Defendants filed a Motion for Summary Judgment, arguing that Houchens owed no duty of care to plaintiff, plaintiff could not prove an essential element of the premise liability claim against Eatherly, and plaintiff's negligence equaled or exceeded the negligence of the defendant. The Motion was supported by the deposition of plaintiff and an affidavit of J.D. Eatherly. In plaintiff's response, she said that defendant owed a duty under the premise liability "method of operation" theory pursuant to Blair v. West Town Mall, 130 S.W.3d 761 (Tenn.2004). She also filed her affidavit and two photographs of the parking lot. She also filed affidavits of Jasmine Compton and Clarence Edward Simpson.

At the hearing on the motion, the Trial Judge granted Houchens' Motion, but the Motion on behalf of Eatherly was denied.

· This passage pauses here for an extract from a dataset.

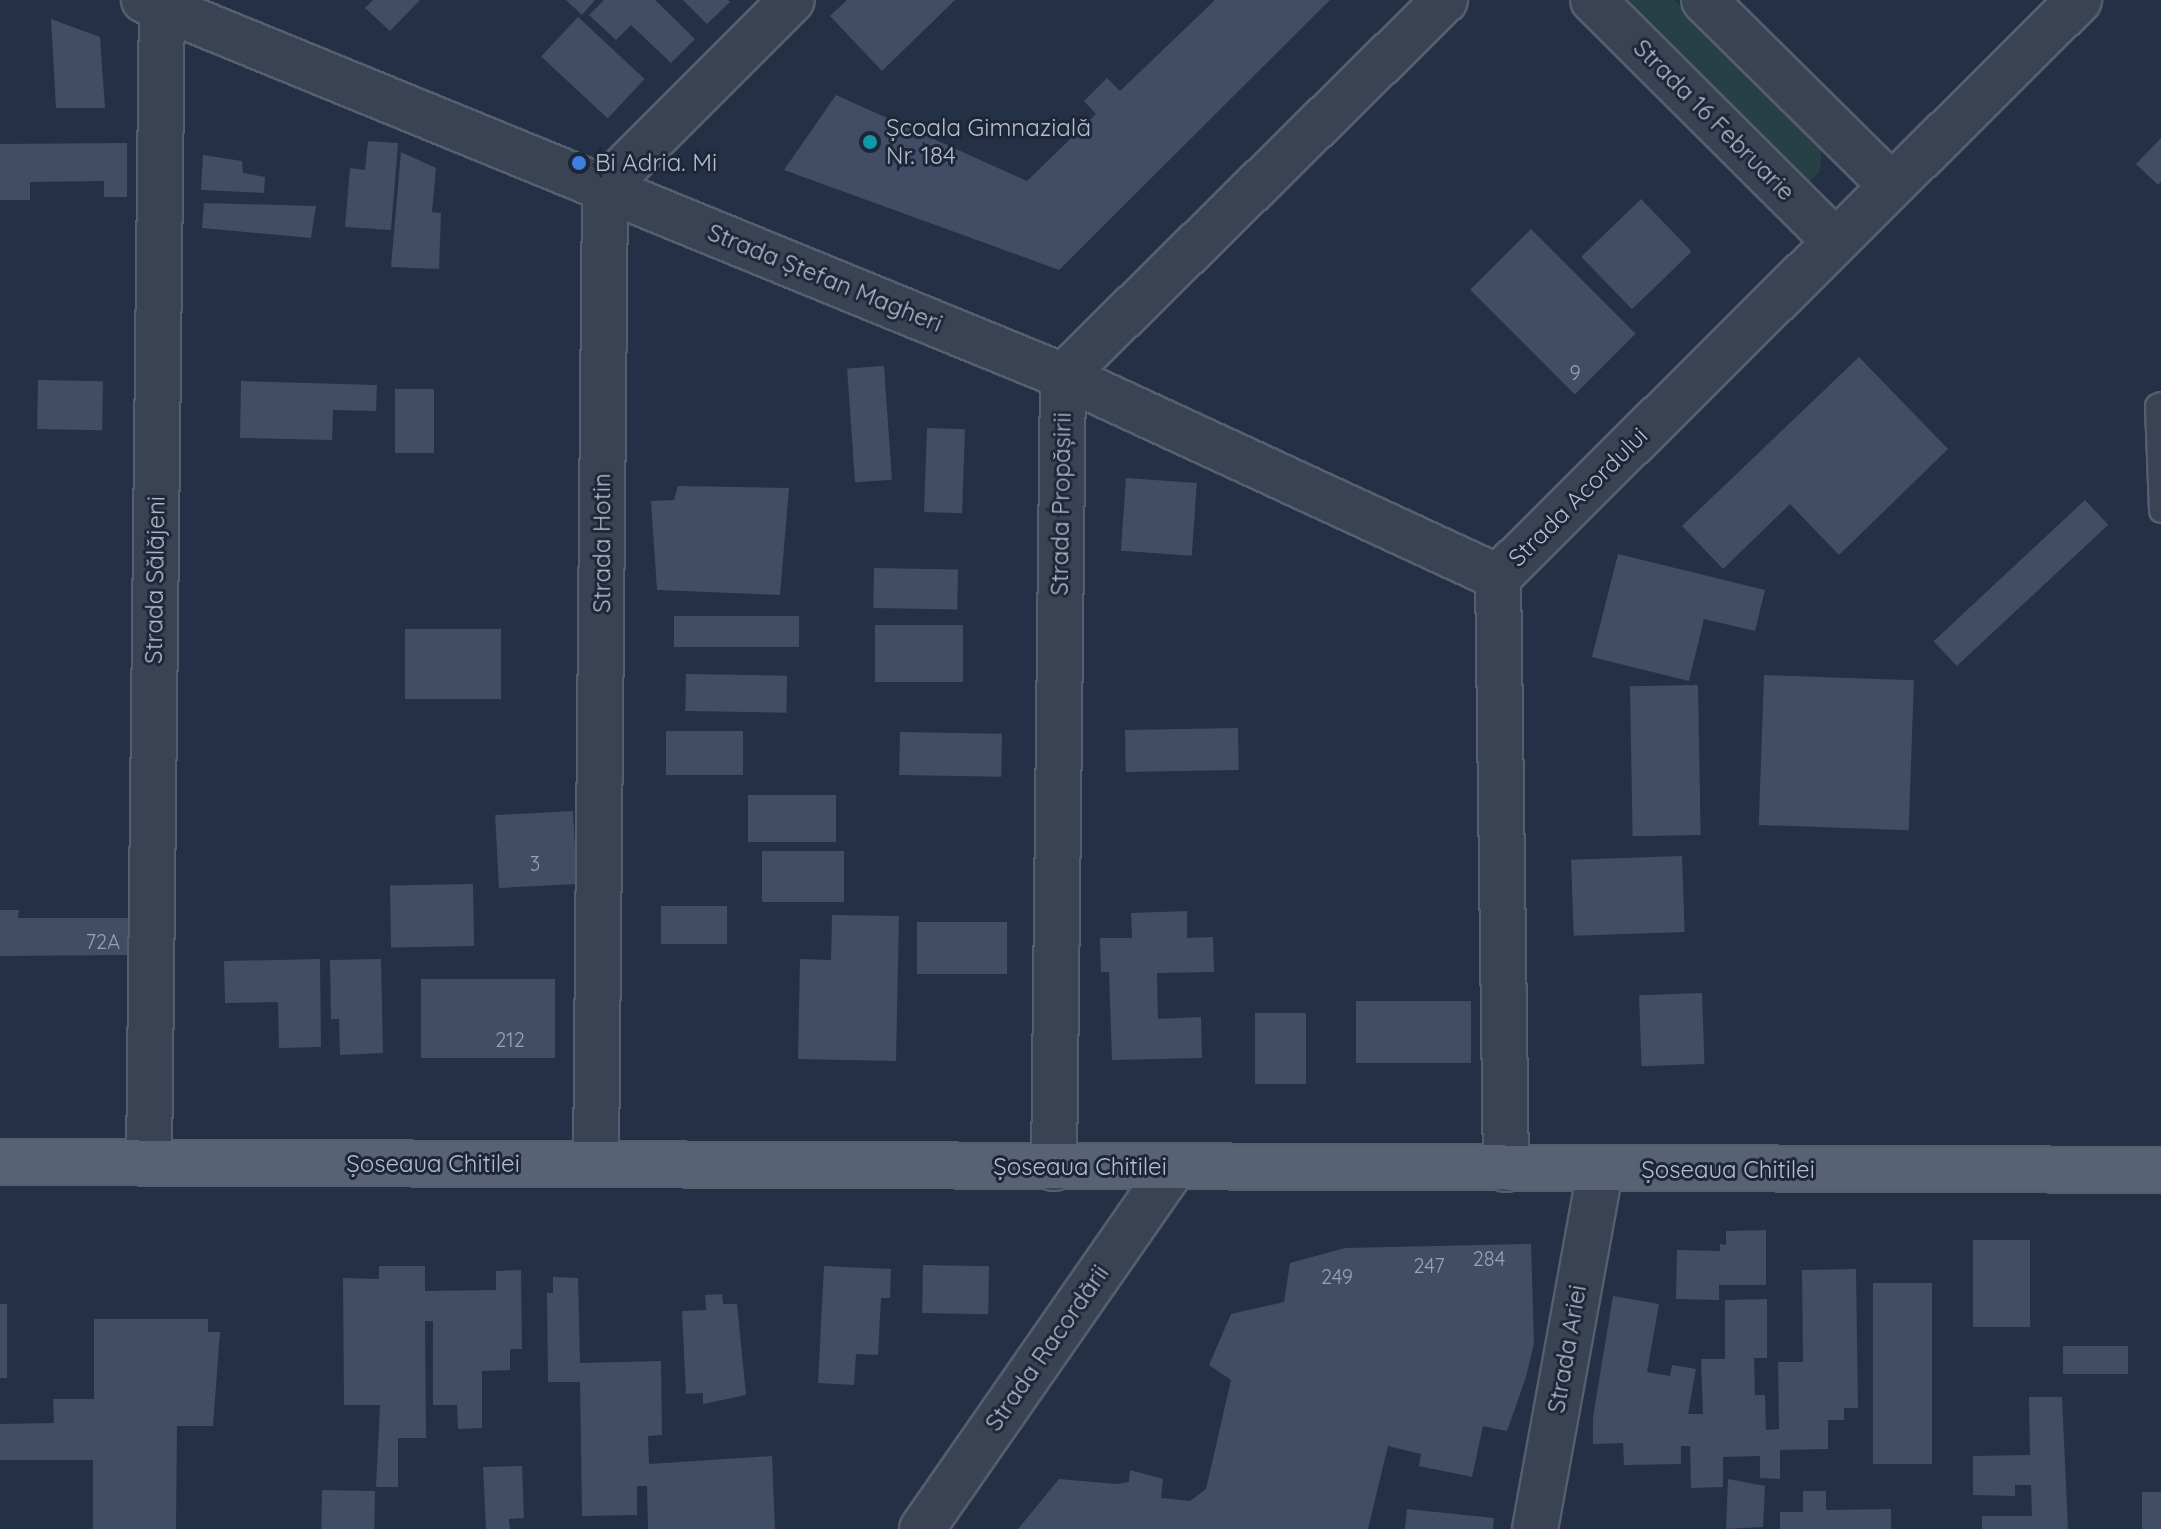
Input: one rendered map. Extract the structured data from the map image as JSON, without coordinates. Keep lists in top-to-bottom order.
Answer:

Subsequently Eatherly filed a Motion to reconsider, and in its memorandum in support it urged the Court to consider the premise liability principles set forth by this Court in Thompson v. Ruby Tuesday, No. M2004-01869-COA-R3-CV, 2006 WL 468724 (Tenn.Ct.App. Feb.27, 2006). The Trial Court then granted Eatherly's Motion and dismissed the action on May 5, 2006.

On June 5, 2006 plaintiff filed a Motion to Alter or Amend on the ground that she had new evidence that suggested both defendants had notice of the defective condition. Eatherly responded that the Motion did not set forth why the "new evidence" could not have been produced and presented before defendant's motion was heard and adjudicated. This motion was denied and plaintiff appealed.

Essentially, the facts regarding the accident are gleaned from the deposition of the plaintiff, and the evidence regarding the status of ownership of the parking lot and the agreement of lease between Houchens and Eatherly are set forth in the affidavit of J.D. Eatherly and the attached lease.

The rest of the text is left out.